Meetings & Information




*****************************
****************************************************
MUST READ:
GET THE FACTS!






Friday, December 27, 2013

Online lottery sales bad bet for state

Maybe you could sell the concept of Glorified Slot Barns to the Not-So-Bright on Beacon Hill with the prospect of all those LOW WAGE JOBS, but how do you sell INTERNET GAMBLING?

Please keep in mind that Massachusetts State Treasurer Steve Grossman [candidated for Governor] is in love with sucking $$$$ from your pocket at the expense of others.

Just you wait! Be careful who you support and vote for. 



Online lottery sales bad bet for state

Dec. 26, 2013


We expect governments to protect the public from unscrupulous marketers, but with the growth of state lotteries, government agents have become among the most unscrupulous salesmen of all, and in Michigan, they intend to expand their reach online. They should be stopped.

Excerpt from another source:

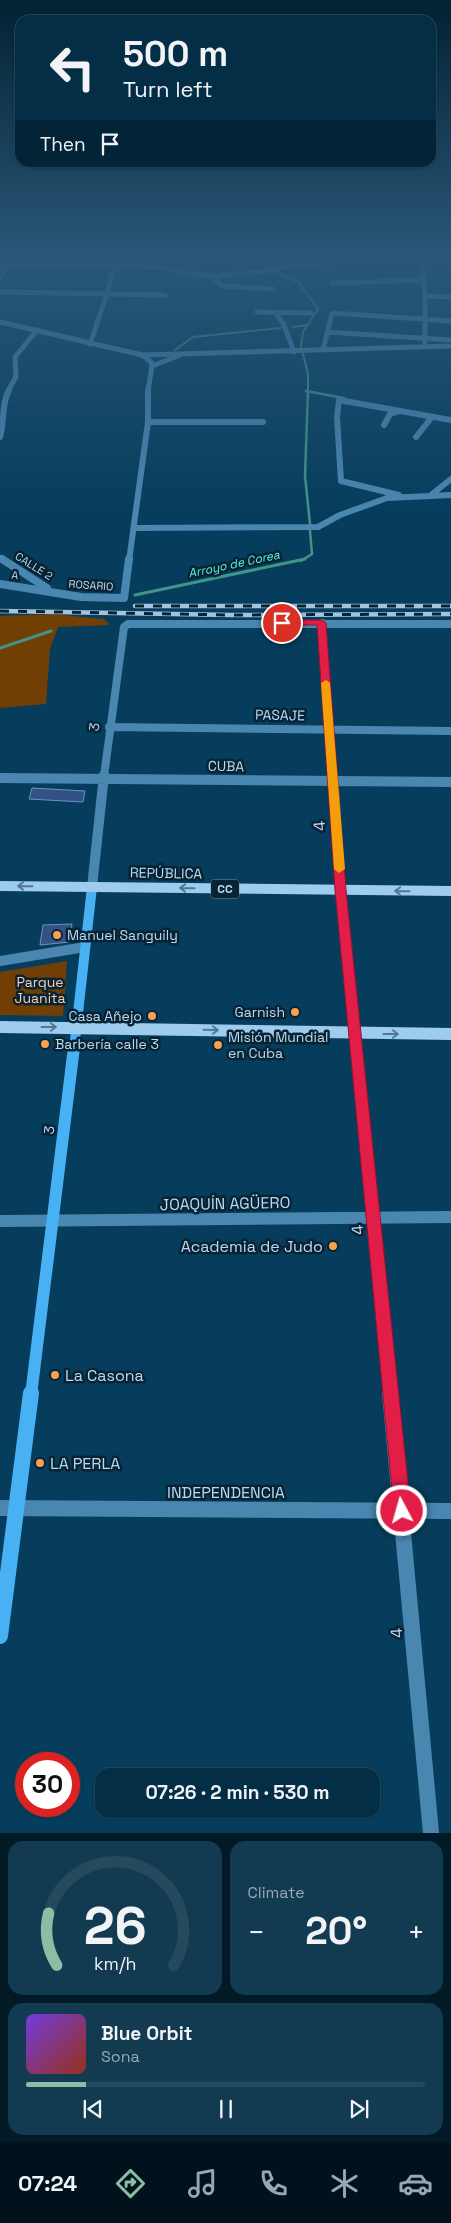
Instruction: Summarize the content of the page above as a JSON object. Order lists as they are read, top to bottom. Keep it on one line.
{"streets":{"main road":["3","REPÚBLICA","CC"],"street":["CALLE 2","A","ROSARIO","PASAJE","CUBA","4","JOAQUÍN AGÜERO","INDEPENDENCIA"]},"crossings":[["CALLE 2","A"],["CALLE 2","ROSARIO"],["A","ROSARIO"],["PASAJE","3"],["PASAJE","4"],["3","CUBA"],["3","4"],["3","REPÚBLICA"],["3","JOAQUÍN AGÜERO"],["3","INDEPENDENCIA"],["CUBA","4"],["4","REPÚBLICA"],["4","JOAQUÍN AGÜERO"],["4","INDEPENDENCIA"]],"one_way":["REPÚBLICA"],"water":["Arroyo de Corea"],"parks":["Parque Juanita"],"places":["Manuel Sanguily","Garnish","Casa Añejo","Barbería calle 3","Misión Mundial en Cuba","Academia de Judo","La Casona","LA PERLA"],"page":{"turn":["500 m","Turn left"],"then":"Then","limit":"30","trip":"07:26 · 2 min · 530 m","tile":"Climate","heat":["−","20°","+"],"song":["Blue Orbit","Sona"],"tabs":"07:24","gauge":["26","km/h"]}}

The Michigan Lottery in November announced that residents will be able to buy lottery tickets through their smartphones and computers by late 2014, this in spite of the fact that the Legislature, citing concerns about the impact on retailers and problem gambling, rejected a more than $3 million funding request to launch online lotteries.

Apparently, the commission already had the money, which isn’t surprising given its nearly $2.5 billion in sales in the fiscal year just ended, an increase of 3 percent over the previous year.

State lotteries deserve a lot more scrutiny than they receive, their impact on people and economies being far from harmless. But perhaps the best place to train that scrutiny is on the lottery’s biggest selling point: that it’s a major source of funding for Michigan schools. It just isn’t so.

As political commentator Tim Skubick noted in April, the revenue the state raises from the lottery would pay for about one week of education for all the schools in Michigan. One week.

That little nugget of context should weigh heavily in any cost-benefit analysis of the impact of state-sponsored gambling operations, which is exactly what a lottery is. Keep in mind, lotteries were illegal for most of the 20th century, and for good reason. Gambling is addictive, and addiction hurts individuals, families and societies at large.

So what are lotteries doing to our society?

With the exception of the stores that sell lottery tickets, state lotteries are a major drain on local economies, accounting for more than $50 billion in fiscal 2009.

John Kindt, professor emeritus of business administration at the University of Illinois, writes passionately about state-sanctioned gaming’s negative effect on businesses. When New York floated the idea of expanding its Quick Draw video lottery — a game lawmakers there called “video crack” because of its addictive nature — Kindt noted that “every dollar that is dropped into gambling is a dollar that is lost to the consumer economy.”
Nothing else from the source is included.